[Dataset entries]:

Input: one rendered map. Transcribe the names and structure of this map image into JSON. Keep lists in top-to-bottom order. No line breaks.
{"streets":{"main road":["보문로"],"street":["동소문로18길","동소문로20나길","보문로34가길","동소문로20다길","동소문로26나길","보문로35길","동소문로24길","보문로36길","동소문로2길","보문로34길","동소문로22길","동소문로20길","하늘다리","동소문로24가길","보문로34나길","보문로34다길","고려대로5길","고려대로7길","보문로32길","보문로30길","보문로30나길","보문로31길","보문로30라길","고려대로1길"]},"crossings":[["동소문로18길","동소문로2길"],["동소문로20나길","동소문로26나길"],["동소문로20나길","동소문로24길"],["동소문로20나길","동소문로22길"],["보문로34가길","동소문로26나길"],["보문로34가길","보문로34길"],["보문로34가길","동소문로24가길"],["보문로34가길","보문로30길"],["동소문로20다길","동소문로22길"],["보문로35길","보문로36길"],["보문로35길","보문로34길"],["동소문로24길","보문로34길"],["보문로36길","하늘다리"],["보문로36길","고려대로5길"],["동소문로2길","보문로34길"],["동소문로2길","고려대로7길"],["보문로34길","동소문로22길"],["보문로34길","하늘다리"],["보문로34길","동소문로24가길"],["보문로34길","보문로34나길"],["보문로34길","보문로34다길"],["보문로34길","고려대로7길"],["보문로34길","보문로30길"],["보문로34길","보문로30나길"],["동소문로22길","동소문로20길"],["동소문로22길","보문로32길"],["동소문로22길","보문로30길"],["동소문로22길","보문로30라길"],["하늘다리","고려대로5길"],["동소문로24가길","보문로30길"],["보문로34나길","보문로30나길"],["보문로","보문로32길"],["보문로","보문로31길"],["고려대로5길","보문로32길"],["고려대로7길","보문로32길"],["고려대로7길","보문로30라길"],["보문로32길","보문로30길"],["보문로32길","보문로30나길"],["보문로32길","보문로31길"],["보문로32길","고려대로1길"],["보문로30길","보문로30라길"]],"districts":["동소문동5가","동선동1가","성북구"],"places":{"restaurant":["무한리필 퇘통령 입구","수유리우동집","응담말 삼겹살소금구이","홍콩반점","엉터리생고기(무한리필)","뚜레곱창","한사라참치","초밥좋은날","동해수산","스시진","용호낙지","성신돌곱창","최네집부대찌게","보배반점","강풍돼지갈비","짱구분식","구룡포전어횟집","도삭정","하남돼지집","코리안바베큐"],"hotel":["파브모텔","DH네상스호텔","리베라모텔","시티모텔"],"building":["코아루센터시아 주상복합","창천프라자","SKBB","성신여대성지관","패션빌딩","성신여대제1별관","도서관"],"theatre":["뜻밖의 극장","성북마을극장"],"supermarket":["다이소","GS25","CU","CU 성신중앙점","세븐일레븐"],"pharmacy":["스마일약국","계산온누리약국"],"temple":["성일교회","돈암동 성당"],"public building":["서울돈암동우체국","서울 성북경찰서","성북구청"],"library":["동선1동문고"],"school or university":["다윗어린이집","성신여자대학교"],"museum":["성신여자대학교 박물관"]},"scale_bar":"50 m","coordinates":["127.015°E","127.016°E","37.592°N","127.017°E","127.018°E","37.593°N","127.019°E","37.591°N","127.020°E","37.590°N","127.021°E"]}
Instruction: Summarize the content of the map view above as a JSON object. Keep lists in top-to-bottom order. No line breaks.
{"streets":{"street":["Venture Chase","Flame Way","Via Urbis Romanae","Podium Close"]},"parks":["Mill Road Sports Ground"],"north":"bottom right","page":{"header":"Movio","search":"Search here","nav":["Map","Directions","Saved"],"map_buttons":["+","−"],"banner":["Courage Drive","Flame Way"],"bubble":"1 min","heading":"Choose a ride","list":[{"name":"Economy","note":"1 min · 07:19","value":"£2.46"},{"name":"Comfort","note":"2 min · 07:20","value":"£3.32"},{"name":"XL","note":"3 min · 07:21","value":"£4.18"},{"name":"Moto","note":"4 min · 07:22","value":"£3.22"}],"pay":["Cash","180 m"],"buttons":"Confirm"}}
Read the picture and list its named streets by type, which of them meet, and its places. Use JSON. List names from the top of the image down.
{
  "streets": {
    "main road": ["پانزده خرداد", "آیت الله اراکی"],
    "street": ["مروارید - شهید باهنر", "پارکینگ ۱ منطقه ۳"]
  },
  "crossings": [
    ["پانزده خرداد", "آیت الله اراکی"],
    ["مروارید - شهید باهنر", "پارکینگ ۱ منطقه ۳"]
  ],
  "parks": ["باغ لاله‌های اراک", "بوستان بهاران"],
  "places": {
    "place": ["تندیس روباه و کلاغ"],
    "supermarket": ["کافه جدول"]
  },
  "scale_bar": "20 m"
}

[EXERCISE DESCRIPTION]:
Only the lines from the one containing "Read the picture" through the final line above should be duplicated, exactly as they stand.

[PROBLEM SOLUTION]:
Read the picture and list its named streets by type, which of them meet, and its places. Use JSON. List names from the top of the image down.
{
  "streets": {
    "main road": ["پانزده خرداد", "آیت الله اراکی"],
    "street": ["مروارید - شهید باهنر", "پارکینگ ۱ منطقه ۳"]
  },
  "crossings": [
    ["پانزده خرداد", "آیت الله اراکی"],
    ["مروارید - شهید باهنر", "پارکینگ ۱ منطقه ۳"]
  ],
  "parks": ["باغ لاله‌های اراک", "بوستان بهاران"],
  "places": {
    "place": ["تندیس روباه و کلاغ"],
    "supermarket": ["کافه جدول"]
  },
  "scale_bar": "20 m"
}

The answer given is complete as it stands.